The following are some examples for your reference:
SELECT 2033.BD as Col; SELECT 2022D as Col; SELECT -.2f as Col; SELECT 3.14 e-2d as Col;
Date literals
Date literals can be specified using the following syntax:
DATE { 'yyyy' | 'yyyy-[m]m' | 'yyyy-[m]m-[d]d' | 'yyyy-[m]m-[d]d[T]' }
If month or day component is not specified, it defaults to 01.
Examples:
SELECT DATE '2022' as Col; SELECT DATE '2022-01' as Col; SELECT DATE '2022-1-1' as Col;
Timestamp literals
Timestamp literals can be created using the following syntax:
TIMESTAMP { 'yyyy' | 'yyyy-[m]m' | 'yyyy-[m]m-[d]d' | 'yyyy-[m]m-[d]d ' | 'yyyy-[m]m-[d]d[T][h]h[:]' | 'yyyy-[m]m-[d]d[T][h]h:[m]m[:]' | 'yyyy-[m]m-[d]d[T][h]h:[m]m:[s]s[.]' | 'yyyy-[m]m-[d]d[T][h]h:[m]m:[s]s.[ms][ms][ms][us][us][us][zone_id]'}
If month or day component is not specified, it defaults to 01; if hour, minute or seconds are not specified, it defaults to 00.
Examples:
SELECT TIMESTAMP '2022-01-01 01:01:01.66666666UTC+10:00' AS Col; SELECT TIMESTAMP '2022-06' as Col;
Interval literals
Intervals can be used to add intervals to a date or timestamp. Interval literals can be used to specify a fixed period of time. in Spark SQL, you can use either ANSI syntax of multi-units syntax.
For more details about the syntax, refer to official documentation Literals - Spark 3.2.1 Documentation (apache.org).

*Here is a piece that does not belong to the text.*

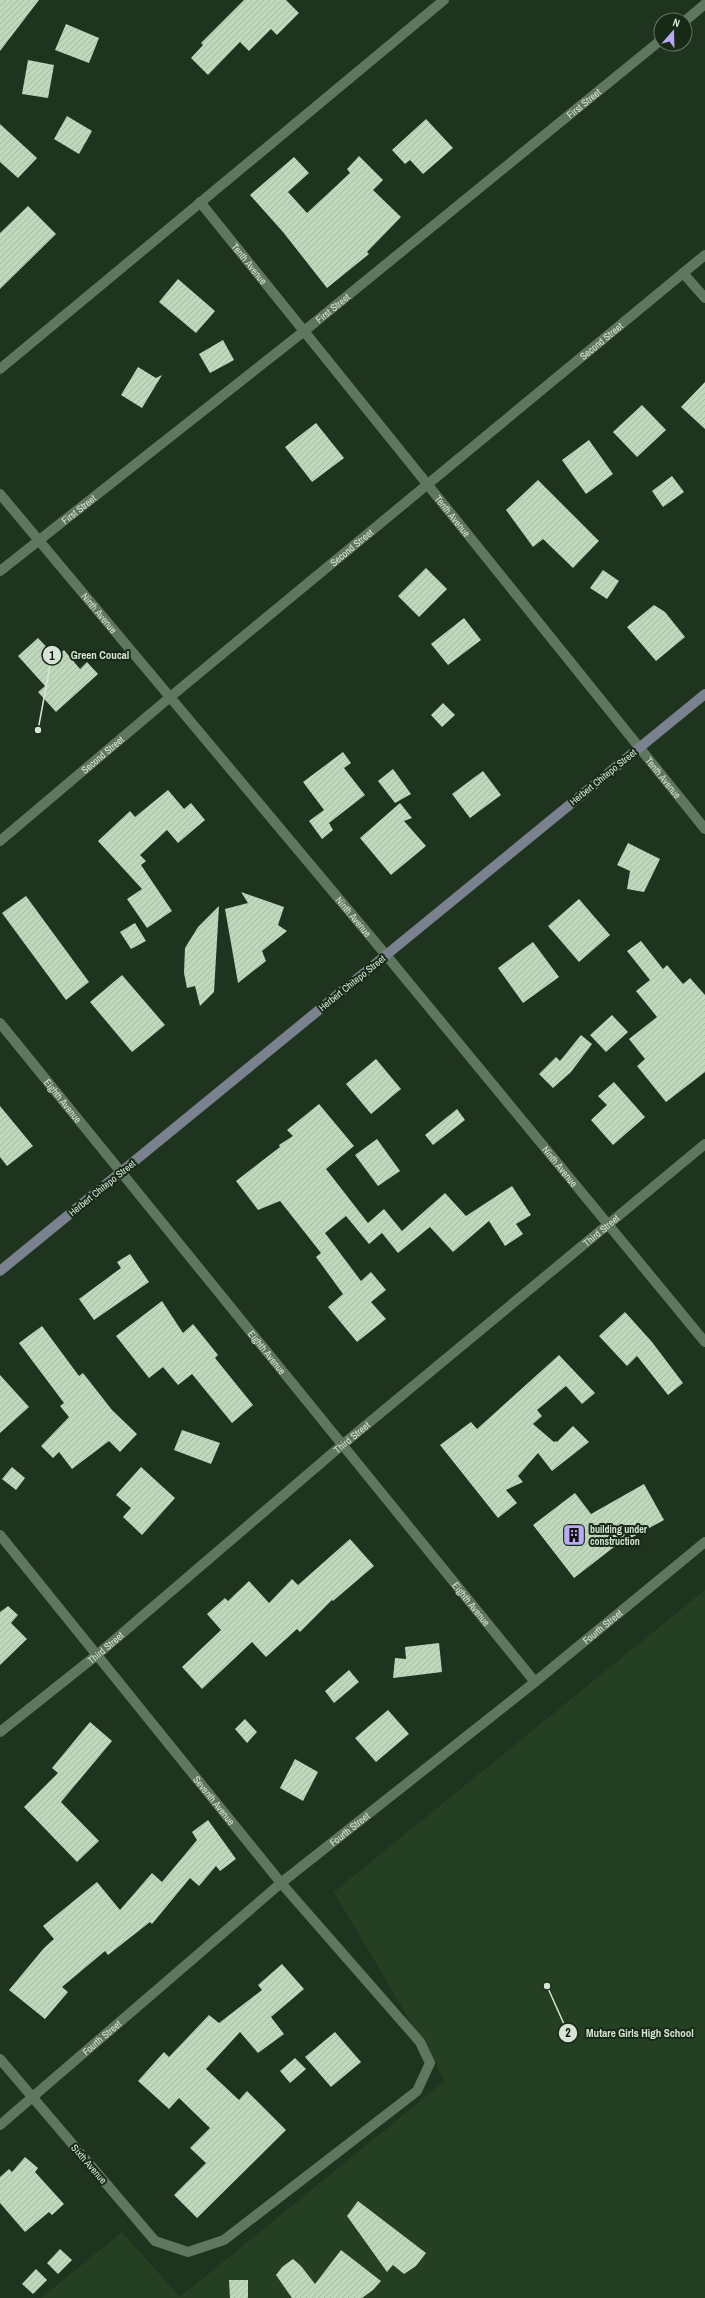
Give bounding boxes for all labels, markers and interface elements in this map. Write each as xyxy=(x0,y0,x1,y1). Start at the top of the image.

The following are some examples.
ANSI syntax examples
INTERVAL '-1-2' YEAR TO MONTH AS Col; INTERVAL '123:10' HOUR TO MINUTE as Col;
Multi-units syntax examples
SELECT INTERVAL '1 YEAR 2 DAYS 3 HOURS'; SELECT INTERVAL '1 YEAR 2 MONTHS 3 WEEKS 4 DAYS 5 HOURS';
I personally found multi-units syntax is easier to understand.